» Task item
Note how many lines in the entries contain the string "none", then give that number and nothing else.

○ ○ ○ ○ ○ ○ ○

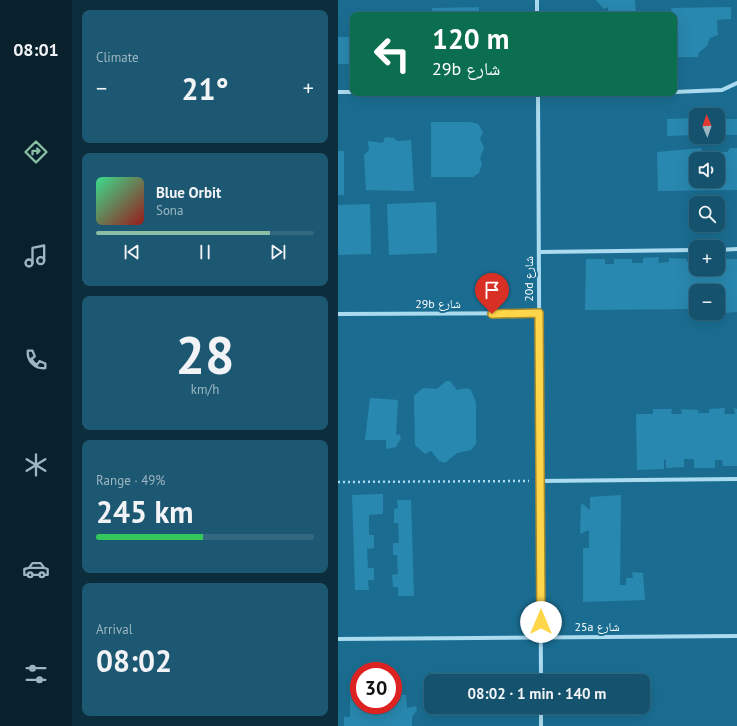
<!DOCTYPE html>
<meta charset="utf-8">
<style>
:root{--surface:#14526d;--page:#1d5872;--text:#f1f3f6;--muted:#9db6c2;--line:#336980;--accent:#8abfa5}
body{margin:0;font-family:"PT Sans","Noto Naskh Arabic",sans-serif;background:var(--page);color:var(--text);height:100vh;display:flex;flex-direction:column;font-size:15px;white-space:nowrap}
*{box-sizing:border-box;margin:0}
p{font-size:13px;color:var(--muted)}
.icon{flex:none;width:22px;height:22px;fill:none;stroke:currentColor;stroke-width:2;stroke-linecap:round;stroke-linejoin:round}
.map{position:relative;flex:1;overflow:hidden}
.drawer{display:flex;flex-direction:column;gap:10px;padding:10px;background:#0b2d3c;width:266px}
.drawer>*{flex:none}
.top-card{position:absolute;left:12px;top:12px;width:327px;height:84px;border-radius:8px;box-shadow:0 4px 16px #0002,0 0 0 1px var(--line);background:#0b6e4f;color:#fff;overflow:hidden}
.needle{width:26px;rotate:358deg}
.buttons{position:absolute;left:351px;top:108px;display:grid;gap:8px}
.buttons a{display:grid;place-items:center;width:36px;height:36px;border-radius:8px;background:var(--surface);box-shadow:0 4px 16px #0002,0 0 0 1px var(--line);font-size:20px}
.speed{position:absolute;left:12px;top:662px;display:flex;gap:8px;font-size:20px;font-weight:700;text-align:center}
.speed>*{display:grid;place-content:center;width:52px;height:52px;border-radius:50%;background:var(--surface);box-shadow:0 4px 16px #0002,0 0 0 1px var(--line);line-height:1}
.speed .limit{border:6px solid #d22;background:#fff;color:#111}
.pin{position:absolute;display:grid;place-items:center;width:34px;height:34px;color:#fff;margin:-41px -17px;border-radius:50% 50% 50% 0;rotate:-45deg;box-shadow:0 0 4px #0007}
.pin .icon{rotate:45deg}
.me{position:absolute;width:44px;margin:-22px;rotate:0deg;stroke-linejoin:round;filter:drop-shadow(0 0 3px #0008)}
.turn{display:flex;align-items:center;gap:14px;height:84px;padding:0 16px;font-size:18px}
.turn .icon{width:52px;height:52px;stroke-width:2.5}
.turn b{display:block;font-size:28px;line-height:34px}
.big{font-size:30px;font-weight:600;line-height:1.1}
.drawer .widget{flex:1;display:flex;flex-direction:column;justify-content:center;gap:6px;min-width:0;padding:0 14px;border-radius:8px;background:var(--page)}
.drawer .dial{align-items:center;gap:0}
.dial b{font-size:52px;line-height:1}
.song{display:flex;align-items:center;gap:12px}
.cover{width:48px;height:48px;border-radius:6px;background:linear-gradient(135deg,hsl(150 70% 55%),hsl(0 70% 35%))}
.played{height:4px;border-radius:2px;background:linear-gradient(90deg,var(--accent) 80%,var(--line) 80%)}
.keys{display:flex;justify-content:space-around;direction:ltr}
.heat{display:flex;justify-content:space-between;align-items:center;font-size:22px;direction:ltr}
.charge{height:6px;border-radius:3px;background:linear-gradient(90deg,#34c759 49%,var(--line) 0)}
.trip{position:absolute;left:86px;top:674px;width:226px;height:40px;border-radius:8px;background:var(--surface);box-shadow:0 4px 16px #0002,0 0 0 1px var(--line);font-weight:600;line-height:40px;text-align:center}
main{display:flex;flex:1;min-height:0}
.tab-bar{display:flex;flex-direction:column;width:72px;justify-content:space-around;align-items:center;background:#08212c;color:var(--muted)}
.tab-bar .icon{width:28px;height:28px}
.tab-bar .selected{color:var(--accent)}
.tab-bar b{font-size:18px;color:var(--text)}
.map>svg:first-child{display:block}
.building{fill:#2988af;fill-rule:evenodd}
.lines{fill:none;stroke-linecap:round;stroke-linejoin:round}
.path{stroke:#aadbef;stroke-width:2.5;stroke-dasharray:2 3;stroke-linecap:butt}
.minor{stroke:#aadbef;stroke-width:4}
.route-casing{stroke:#a68a30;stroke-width:10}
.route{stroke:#ffd54a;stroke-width:7}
.labels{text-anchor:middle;stroke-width:4;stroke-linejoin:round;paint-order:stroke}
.street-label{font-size:12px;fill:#fff;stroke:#1a6d91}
</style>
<main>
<nav class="tab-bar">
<b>08:01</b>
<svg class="icon selected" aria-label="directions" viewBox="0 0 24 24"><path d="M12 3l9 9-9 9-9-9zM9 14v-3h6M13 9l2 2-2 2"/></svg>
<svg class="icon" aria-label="music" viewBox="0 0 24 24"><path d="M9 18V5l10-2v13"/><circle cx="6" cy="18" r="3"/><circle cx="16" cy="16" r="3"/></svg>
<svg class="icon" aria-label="phone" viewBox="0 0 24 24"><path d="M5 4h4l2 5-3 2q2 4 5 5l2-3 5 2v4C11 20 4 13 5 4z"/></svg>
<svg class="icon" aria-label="climate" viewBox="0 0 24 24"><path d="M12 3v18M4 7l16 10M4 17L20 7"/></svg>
<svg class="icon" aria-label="car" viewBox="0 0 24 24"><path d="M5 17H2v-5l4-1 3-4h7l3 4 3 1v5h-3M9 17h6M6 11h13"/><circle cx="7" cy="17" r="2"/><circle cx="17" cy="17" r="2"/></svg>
<svg class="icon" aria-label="filters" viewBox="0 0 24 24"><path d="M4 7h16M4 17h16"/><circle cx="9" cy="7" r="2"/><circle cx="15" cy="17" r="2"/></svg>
</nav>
<section class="drawer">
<div class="widget"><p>Climate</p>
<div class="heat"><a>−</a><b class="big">21°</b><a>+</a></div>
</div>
<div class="widget">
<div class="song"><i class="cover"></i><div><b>Blue Orbit</b><p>Sona</p></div></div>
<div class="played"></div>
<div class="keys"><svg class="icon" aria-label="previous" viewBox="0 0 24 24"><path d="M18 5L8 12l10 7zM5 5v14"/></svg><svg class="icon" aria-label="pause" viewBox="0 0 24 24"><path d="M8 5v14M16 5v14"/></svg><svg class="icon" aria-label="next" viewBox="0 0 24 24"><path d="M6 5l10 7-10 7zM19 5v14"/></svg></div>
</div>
<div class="widget dial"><b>28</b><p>km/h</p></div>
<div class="widget"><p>Range · 49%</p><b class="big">245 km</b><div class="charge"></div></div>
<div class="widget"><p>Arrival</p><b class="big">08:02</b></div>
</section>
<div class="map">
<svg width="399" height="726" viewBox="0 0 399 726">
<rect width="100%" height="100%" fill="#1a6d91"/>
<g class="building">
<polygon points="258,0 297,0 298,15 270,15 270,7 266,9"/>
<polygon points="141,7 141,15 94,15 94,8"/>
<polygon points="393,7 393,19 379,20 380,35 372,38 369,46 361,52 360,57 336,57 336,15 334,15 333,8"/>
<rect x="0" y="37" width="15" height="27"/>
<polygon points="358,118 358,135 329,136 329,119"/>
<rect x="387" y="119" width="12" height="16"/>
<polygon points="93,122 132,122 140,124 145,132 142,139 146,147 142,159 144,163 141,173 135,177 93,177"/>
<polygon points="47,137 56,138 59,141 73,140 76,191 28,190 26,155 31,150 30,141 45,143"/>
<path d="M363 148 365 152H389L392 148H399V190L320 191 319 152ZM358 159H380V181H358Z"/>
<rect x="0" y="151" width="6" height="44"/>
<polygon points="98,202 99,253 51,255 49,204"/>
<polygon points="32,204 33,254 0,255 0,205"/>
<polygon points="321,257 320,263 331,262 331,258 349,259 349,262 358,263 358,269 380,269 380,264 386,263 387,259 399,259 399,312 388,313 380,309 380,291 358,291 358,309 247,310 248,259 267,259 267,264 276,264 276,259 294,259 294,263 305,263 305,258"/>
<polygon points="108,381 112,381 119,390 129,388 133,390 138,403 138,444 133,450 119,453 107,463 101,461 93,451 87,454 77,445 76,396 85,388 99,389"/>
<polygon points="32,398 60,400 58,435 61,434 63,438 58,447 48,449 48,440 27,440"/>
<polygon points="387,408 386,414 397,414 396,408 399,409 399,466 385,466 384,460 377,460 377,468 356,468 356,459 346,459 346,467 328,468 328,460 326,459 326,469 299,470 298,414 315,414 315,409 334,409 333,414 344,414 343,409 360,410 360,413 371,413 371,409"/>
<polygon points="45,494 45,514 31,515 31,535 36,535 36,548 29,549 30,568 36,568 36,580 30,580 31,590 17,590 14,495"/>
<polygon points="283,495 282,585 288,585 288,578 295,578 294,572 305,573 307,600 245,602 245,548 251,548 251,530 242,534 243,503 252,510 252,497"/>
<polygon points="59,500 73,500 76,596 60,596 60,587 55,587 54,575 60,574 59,555 55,555 55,543 61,543 60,523 56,523 56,509 60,508"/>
<polygon points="12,695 21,695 21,705 55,705 55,695 68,695 69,708 78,706 79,710 74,717 74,726 6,726 6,717 12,717"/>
</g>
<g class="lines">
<polyline class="path" points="0,482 191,481"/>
<g class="minor">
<polyline points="199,0 199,15"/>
<polyline points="0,92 15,92"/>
<polyline points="336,92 384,90 399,83"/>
<polyline points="200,93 203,681"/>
<polyline points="380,250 399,249"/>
<polyline points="201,252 358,250"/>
<polyline points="0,314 201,313"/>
<polyline points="202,481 399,479"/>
<polyline points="0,639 399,636"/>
<polyline points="203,707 203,726"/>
</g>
</g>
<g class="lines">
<g class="route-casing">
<polyline id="route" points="154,314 201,313 203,622"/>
</g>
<use href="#route" class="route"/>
</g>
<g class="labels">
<g class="street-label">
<text transform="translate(191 279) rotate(-90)" y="4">20d شارع</text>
<text x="100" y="308">29b شارع</text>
<text x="259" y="631">25a شارع</text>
</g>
</g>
</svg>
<div class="buttons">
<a><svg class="needle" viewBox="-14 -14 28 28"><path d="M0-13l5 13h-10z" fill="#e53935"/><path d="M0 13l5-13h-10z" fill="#9db6c2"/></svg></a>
<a><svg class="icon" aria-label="sound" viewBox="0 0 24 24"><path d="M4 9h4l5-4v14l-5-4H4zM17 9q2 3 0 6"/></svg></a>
<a><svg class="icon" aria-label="search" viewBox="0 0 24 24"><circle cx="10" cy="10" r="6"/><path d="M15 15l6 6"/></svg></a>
<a>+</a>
<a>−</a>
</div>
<div class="speed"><div class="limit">30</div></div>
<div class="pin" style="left:154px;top:314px;background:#d93025"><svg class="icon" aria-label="arrive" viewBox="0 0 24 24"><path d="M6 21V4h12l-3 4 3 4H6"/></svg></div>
<svg class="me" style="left:203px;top:622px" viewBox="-20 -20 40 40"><circle r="19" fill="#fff"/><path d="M0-13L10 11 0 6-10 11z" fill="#ffd54a"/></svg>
<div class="trip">08:02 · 1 min · 140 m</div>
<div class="top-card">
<div class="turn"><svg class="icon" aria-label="left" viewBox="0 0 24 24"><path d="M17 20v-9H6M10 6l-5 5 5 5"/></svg><div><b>120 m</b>29b شارع</div></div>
</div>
</div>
</main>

○ ○ ○ ○ ○ ○ ○

» Output for this exercise
3